Effectively managing the disclosure of (personal) information in your business is not a nicety, but a necessity. It may be the difference between maintaining your ‘’competitive edge’’, untainted reputation, and the failure of your business.

Although many commonly applied business practices, such as the entering into confidentiality agreements, and imposing restraints of trade on employees, serve to protect some aspects of confidential information, these are by no means the only available solutions to be relied on in isolation. Not anymore!

Moreover, the Protection of Personal Information Act 4 of 2013 (“POPI Act”) has also created a framework within which data should be collected, processed, used and ultimately destroyed. This means the abovementioned long standing practices should be aligned.

But what about  the disclosure of information or matters of a generally unlawful nature?




The POPI Act is aimed at regulating the use of and the safeguarding of personal information.

It is a simple fact that every business, in some way or form, stores personal information, whether it be employment records for staff or client information needed to open an account. In some instances, even suppliers are vetted by way of investigating certain types of personal information.

It is thus a set of regulations that every business must consider seriously, become compliant and by so doing save themselves from a potential a R 10 million fine or ten years’ imprisonment.

So, what should businesses know about POPI?


1. What is personal information?

Personal information is any information which includes a person’s name (including a juristic person, such as a company), contact details, religion, sexual orientation, personal views, private correspondence, health records, employment records, financial records, etc.


2. Lawful processing of information

In this context, processing means any activity or operation relating to personal information of a data subject (natural or juristic person). Businesses must ensure that processing is done in a lawful manner, which means:


a) Ensuring compliance with POPI;
b) Processing information in a reasonable manner not unlawfully infringing on the right to privacy;
c) Purpose of collection of the information must be both lawful and related to a lawful function or activity;
d) The information collected must be comparable with the purpose of its collection;
e) The information provided must accurate, complete, updated and not mis-leading;
f) The person to whom the information belongs must be aware of all matters pertaining to the information;
g) Take certain steps to ensure that the integrity of the personal information is protected and not lost, destroyed or unlawfully acquired;
h) The person whose information is being held may question any aspect of the information.

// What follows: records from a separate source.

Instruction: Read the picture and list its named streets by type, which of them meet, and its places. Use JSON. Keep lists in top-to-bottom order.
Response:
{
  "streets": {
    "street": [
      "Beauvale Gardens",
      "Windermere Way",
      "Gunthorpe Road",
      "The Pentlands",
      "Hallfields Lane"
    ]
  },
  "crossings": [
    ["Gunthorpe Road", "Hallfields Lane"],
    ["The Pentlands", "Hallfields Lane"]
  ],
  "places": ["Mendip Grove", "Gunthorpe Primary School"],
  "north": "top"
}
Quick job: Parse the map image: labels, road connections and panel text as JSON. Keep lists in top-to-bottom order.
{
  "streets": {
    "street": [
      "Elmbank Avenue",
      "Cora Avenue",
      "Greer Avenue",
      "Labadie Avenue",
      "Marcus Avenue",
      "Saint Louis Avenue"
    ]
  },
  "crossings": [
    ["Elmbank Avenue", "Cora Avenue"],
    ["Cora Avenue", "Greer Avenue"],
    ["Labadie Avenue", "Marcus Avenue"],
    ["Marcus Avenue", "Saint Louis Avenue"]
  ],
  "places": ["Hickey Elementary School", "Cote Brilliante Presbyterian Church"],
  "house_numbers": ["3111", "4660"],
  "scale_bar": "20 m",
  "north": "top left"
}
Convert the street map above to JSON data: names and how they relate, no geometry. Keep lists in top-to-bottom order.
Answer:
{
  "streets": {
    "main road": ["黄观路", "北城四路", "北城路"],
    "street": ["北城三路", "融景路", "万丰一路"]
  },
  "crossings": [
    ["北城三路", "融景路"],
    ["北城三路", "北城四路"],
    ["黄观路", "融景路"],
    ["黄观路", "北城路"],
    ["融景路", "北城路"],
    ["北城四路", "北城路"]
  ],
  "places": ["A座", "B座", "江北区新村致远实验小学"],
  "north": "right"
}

3. Policies regulating collection, storage of information and its release should be drafted for every business.

Businesses should assess the degree to which they are processing personal information, whether it is necessary and, if so, put measures in place so as to guide all team members and ensure compliance.


So, what about unlawful disclosures? Or Whistle blowing

The Protected Disclosures Act 26 of 2000 (“PDA”), also aptly referred to as the Whistle Blowers Act, makes

provision for employees to report unlawful or irregular conduct by employers and fellow employees, while providing for the protection of employees who “blow the whistle”.


Generally, the PDA is designed to protect employees that have reason to believe information reasonably shows:

 I. A criminal offence;
II. Noncompliance with any legal obligation or a miscarriage of justice;
III. Endangerment of health or safety or damage to the environment; and/or
IV. The conspiracy to or “cover-up” of any of the above.

Notably, Section 159 of the Companies Act 71 of 2008, as amended, also extends the ambit of protection for whistle blowers to independent contractors, service providers and trade union shop stewards.

However, if an employee or any other whistle blower reports wrongdoing incorrectly, the disclosure made will not be protected. This means that the whistle blower’s identity will become known, the information reported disclosed and in the case of an employee, he/she may even face potential dismissal. In addition, he/she (or any other whistle blower for that matter) may also face a potential damages claim (or other civil action), if the disclosure breached a confidentiality agreement, or otherwise resulted in the business suffering damages.

 As such, having appropriate measures in place, is not just in the best interests of the business, its reputation and general preservation, but also in the interests of employees, contractors and stewards.



In addition to implementing appropriate policies, confidentiality and restraint of trade agreements, it is of the utmost importance that businesses instil and maintain certain core values. The most important of these is zero tolerance for fraud, or any unethical conduct as a whole. The message for zero tolerance should be consistently enforced, regardless of who is involved.  In addition, in my view, a continued emphasis that both employees and management must at all times to act in the interests of the business.

Furthermore, implementing internal disclosure policies and procedures aligned not only to POPI but should also comply with the standards set by the Companies Act and in the King IV Report on Corporate Governance for South Africa, 2016.

An appropriate segregation of duties between designated officers is advisable to include, in order to ensure that the merits of potential complaints and disclosures are fairly and objectively determined before the whistle is actually blown or required to be.

A team of qualified professionals should assist in the establishment of these policies and procedures.